N.J. College Accuses Oracle of Extortion and Lying

Montclair State University's lawsuit elaborates its case over an ERP project gone wrong.

By Chris Kanaracus

New details have emerged in Montclair State University's lawsuit against Oracle in connection with a troubled ERP (enterprise resource planning) project. In a court filing that includes more information about Oracle's alleged failings, the New Jersey school accuses the vendor of extortion, and improperly "inducing" the institution to take on the implementation.

Montclair's amended complaint, filed Tuesday in U.S. District Court for the District of New Jersey, states that Oracle made an array of "intentionally false statements" regarding the functionality of its base ERP system, the amount of customization that would be required, and the amount of "time, resources, and personnel that the University would have to devote."

"Ultimately, after missing a critical go-live deadline for the University's finance system, Oracle sought to extort millions of dollars from the University by advising the University that it would not complete the implementation of the ... project unless the University agreed to pay millions of dollars more than the fixed fee the University and Oracle had previously agreed to," it adds.

Oracle spokeswoman Deborah Hellinger declined comment.

In a response earlier this year to Montclair's original complaint, Oracle said the university was to blame for the project's woes.

"When issues arose during the course of the project, it became clear that MSU's leadership did not adequately understand the technology and the steps necessary to complete the project," it stated. "Instead of cooperating with Oracle and resolving issues through discussions and collaboration, MSU's project leadership, motivated by their own agenda and fearful of being blamed for delays, escalated manageable differences into major disputes."

But much like its original filing, MSU's revised complaint tells a much different tale.

MSU wanted to replace its legacy systems with a new one requiring minimal customization, according to its revised complaint. The school spent a year developing a detailed requirements list that ended up totaling some 3,200 items.

This list was given to vendors, including Oracle, who responded to the school's original request for project bids several years ago, it adds.

In January 2008, Oracle told the school that its base PeopleSoft system for higher education institutions would satisfy 95 percent of MSU's business requirements, the complaint states. "This representation was false."

Before it won the bid, Oracle also conducted live demonstrations of its software that used test scripts prepared by the university. One demonstration involved "a robust on-line application process for Undergraduate and Graduate Admissions ... that it falsely represented was an existing part of the base system and satisfied the University's requirements," the complaint states.
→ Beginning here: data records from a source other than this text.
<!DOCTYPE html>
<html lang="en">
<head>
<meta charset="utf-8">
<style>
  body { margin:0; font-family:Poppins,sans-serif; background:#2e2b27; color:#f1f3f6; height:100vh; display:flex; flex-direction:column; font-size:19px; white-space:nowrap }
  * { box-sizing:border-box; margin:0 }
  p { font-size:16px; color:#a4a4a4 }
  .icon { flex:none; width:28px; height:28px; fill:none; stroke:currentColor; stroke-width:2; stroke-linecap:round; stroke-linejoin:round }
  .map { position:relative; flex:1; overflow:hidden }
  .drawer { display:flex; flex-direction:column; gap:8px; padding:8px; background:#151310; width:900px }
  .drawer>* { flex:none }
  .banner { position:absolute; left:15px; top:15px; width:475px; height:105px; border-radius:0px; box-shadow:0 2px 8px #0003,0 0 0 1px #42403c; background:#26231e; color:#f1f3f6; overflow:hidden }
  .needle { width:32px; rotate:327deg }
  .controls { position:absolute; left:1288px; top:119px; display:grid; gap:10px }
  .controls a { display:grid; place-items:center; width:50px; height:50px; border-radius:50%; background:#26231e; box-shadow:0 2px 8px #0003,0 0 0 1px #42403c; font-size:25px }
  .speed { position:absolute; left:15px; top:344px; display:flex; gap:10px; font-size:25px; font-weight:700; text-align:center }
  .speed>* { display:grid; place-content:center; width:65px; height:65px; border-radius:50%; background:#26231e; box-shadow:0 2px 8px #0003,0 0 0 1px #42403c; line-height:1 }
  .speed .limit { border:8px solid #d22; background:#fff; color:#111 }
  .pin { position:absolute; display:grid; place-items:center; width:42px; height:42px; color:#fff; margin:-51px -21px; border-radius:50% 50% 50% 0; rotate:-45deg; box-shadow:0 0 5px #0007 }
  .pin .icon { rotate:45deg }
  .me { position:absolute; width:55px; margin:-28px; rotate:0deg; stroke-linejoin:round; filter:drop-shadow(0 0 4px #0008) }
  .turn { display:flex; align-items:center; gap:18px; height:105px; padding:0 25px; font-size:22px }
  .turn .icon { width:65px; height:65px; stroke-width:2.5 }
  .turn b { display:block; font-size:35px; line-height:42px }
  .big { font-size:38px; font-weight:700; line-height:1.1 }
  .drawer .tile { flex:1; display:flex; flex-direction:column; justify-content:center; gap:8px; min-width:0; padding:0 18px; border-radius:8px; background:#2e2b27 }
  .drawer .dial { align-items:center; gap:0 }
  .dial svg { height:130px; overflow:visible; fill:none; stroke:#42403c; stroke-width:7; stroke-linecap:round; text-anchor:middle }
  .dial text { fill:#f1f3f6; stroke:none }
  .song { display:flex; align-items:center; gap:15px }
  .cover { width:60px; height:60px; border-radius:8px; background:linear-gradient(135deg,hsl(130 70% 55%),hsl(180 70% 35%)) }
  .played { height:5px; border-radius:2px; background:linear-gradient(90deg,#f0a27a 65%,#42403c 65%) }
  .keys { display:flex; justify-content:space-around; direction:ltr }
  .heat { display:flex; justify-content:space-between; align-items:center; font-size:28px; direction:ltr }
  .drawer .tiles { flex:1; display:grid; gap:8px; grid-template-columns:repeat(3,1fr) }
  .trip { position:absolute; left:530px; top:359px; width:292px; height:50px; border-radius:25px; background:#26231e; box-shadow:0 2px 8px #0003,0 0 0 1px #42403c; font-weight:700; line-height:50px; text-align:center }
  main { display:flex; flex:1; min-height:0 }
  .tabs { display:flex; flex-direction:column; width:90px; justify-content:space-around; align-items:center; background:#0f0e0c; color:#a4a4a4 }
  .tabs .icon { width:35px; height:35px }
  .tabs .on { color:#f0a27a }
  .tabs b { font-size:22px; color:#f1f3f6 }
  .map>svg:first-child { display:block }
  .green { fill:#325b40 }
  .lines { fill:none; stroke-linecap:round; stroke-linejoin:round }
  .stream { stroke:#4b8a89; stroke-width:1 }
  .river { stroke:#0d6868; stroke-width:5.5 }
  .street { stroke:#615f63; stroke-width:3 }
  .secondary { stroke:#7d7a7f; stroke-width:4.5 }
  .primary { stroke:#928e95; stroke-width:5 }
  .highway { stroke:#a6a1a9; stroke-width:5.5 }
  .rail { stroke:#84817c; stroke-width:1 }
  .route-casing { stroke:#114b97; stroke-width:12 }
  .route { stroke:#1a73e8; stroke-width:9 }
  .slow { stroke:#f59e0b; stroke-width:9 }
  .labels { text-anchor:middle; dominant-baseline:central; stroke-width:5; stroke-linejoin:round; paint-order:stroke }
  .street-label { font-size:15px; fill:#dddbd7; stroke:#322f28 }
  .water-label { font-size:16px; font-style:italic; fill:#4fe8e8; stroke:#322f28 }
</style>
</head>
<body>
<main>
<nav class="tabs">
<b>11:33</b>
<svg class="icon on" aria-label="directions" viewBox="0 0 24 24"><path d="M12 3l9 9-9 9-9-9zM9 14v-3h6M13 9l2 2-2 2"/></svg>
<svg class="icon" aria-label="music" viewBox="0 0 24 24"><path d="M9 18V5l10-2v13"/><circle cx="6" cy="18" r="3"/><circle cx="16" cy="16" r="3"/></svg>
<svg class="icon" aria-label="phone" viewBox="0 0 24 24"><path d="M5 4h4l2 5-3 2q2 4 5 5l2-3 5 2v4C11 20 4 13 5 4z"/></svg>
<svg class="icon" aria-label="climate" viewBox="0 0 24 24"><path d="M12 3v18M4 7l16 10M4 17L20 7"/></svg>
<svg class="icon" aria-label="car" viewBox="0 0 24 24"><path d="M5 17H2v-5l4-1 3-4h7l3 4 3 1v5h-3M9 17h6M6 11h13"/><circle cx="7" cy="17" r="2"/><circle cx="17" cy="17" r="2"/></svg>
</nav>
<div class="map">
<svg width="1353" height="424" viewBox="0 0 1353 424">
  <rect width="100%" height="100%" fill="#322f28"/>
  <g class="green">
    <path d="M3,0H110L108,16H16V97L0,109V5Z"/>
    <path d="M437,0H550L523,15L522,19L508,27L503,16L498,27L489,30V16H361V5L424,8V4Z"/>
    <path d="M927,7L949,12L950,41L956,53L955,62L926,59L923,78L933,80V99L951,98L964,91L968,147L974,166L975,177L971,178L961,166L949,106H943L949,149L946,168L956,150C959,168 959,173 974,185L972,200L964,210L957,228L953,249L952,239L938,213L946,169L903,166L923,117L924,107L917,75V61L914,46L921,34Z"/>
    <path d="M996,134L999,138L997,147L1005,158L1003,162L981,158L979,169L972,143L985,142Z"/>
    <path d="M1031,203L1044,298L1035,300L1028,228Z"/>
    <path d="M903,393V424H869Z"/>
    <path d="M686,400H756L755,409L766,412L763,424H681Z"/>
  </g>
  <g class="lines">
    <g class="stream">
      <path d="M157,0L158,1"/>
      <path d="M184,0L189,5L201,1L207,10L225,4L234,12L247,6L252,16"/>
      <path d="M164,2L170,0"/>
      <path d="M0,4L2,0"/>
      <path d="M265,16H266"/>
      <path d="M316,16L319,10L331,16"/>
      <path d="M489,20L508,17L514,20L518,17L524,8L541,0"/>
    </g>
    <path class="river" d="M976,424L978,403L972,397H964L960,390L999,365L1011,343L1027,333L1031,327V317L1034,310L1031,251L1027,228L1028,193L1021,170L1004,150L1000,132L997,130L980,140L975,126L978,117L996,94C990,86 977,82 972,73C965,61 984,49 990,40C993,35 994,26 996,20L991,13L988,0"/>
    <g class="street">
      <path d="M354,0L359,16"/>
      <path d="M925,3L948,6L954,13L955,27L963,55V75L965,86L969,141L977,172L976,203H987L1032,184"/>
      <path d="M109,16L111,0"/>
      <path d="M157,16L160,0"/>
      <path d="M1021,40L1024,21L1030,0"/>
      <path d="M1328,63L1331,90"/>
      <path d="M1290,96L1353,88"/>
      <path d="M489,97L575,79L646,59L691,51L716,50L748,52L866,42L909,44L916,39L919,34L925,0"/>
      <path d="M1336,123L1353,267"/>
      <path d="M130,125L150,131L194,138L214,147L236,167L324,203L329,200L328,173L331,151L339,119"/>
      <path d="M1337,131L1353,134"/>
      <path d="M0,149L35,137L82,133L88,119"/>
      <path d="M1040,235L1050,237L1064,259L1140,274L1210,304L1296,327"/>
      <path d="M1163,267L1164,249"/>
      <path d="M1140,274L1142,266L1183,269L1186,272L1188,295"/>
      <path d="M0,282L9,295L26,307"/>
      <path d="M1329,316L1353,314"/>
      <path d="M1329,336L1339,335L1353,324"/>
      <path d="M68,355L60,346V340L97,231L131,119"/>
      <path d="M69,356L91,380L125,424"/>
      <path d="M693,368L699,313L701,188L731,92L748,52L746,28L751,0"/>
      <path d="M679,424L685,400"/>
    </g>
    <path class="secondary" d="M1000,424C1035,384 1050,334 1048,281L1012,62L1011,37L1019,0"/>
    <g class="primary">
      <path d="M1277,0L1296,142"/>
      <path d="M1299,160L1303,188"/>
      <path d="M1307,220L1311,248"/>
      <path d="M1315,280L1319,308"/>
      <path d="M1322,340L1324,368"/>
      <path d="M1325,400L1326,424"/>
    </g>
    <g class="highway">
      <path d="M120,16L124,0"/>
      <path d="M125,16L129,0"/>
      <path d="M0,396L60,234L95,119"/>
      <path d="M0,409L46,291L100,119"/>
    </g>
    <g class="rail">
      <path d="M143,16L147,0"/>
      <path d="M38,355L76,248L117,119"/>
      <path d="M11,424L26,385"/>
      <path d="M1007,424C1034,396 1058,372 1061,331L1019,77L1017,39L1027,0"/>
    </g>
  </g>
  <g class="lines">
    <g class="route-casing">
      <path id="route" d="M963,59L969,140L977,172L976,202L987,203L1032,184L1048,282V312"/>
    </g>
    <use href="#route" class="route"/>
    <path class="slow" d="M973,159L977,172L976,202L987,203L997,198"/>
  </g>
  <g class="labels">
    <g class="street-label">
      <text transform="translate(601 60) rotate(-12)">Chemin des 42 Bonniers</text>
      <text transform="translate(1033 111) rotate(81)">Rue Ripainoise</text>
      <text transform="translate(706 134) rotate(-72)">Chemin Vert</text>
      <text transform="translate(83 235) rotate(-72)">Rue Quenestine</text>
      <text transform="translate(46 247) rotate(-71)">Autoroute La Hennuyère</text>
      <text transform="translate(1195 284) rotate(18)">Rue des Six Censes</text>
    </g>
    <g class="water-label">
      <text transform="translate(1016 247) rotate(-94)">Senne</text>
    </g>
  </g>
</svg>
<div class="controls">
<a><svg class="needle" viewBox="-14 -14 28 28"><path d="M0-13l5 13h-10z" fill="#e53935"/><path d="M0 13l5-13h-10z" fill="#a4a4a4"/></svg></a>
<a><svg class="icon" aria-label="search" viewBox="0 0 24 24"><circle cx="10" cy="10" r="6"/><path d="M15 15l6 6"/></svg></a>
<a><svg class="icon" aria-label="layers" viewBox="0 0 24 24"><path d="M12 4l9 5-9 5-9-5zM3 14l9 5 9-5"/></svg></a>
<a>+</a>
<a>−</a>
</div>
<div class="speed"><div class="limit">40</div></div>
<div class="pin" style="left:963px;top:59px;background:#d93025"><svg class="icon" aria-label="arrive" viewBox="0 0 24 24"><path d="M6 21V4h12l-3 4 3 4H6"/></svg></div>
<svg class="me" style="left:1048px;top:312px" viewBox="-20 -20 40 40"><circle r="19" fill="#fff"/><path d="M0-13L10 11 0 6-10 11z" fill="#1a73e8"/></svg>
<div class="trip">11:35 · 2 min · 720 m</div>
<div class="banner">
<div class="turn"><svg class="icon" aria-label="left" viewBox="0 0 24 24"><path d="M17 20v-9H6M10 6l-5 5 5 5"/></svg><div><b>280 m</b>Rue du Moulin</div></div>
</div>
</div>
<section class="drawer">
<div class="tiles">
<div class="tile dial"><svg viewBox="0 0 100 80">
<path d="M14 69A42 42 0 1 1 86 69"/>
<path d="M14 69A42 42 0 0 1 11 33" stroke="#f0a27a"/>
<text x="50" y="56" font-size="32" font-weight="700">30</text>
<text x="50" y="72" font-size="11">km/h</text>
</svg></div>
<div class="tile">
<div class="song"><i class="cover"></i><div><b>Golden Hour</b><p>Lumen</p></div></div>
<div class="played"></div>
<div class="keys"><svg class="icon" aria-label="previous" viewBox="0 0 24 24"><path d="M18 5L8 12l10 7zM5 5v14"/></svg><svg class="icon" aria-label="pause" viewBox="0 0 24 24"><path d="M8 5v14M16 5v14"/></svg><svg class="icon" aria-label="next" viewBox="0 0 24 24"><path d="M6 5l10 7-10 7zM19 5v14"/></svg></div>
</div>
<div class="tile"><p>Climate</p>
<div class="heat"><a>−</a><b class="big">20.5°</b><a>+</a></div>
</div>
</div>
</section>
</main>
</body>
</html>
But in fact, "Oracle's ultimate implementation plan was to sell the University a third-party product called 'Embark' to satisfy those requirements, suggesting the initial 'live' demonstration was rigged," it adds. A "substantial" amount of customization was needed in the end, according to the complaint.

Oracle also misled Montclair State about how long the project would take, saying it could be done quickly through a methodology it had developed, the complaint states. At the same time, Oracle was working out a contract with the Lone Star College System to install a similar set of software, it adds. Oracle repeatedly told MSU that the Lone Star project was comparable to its own plans, according to the complaint.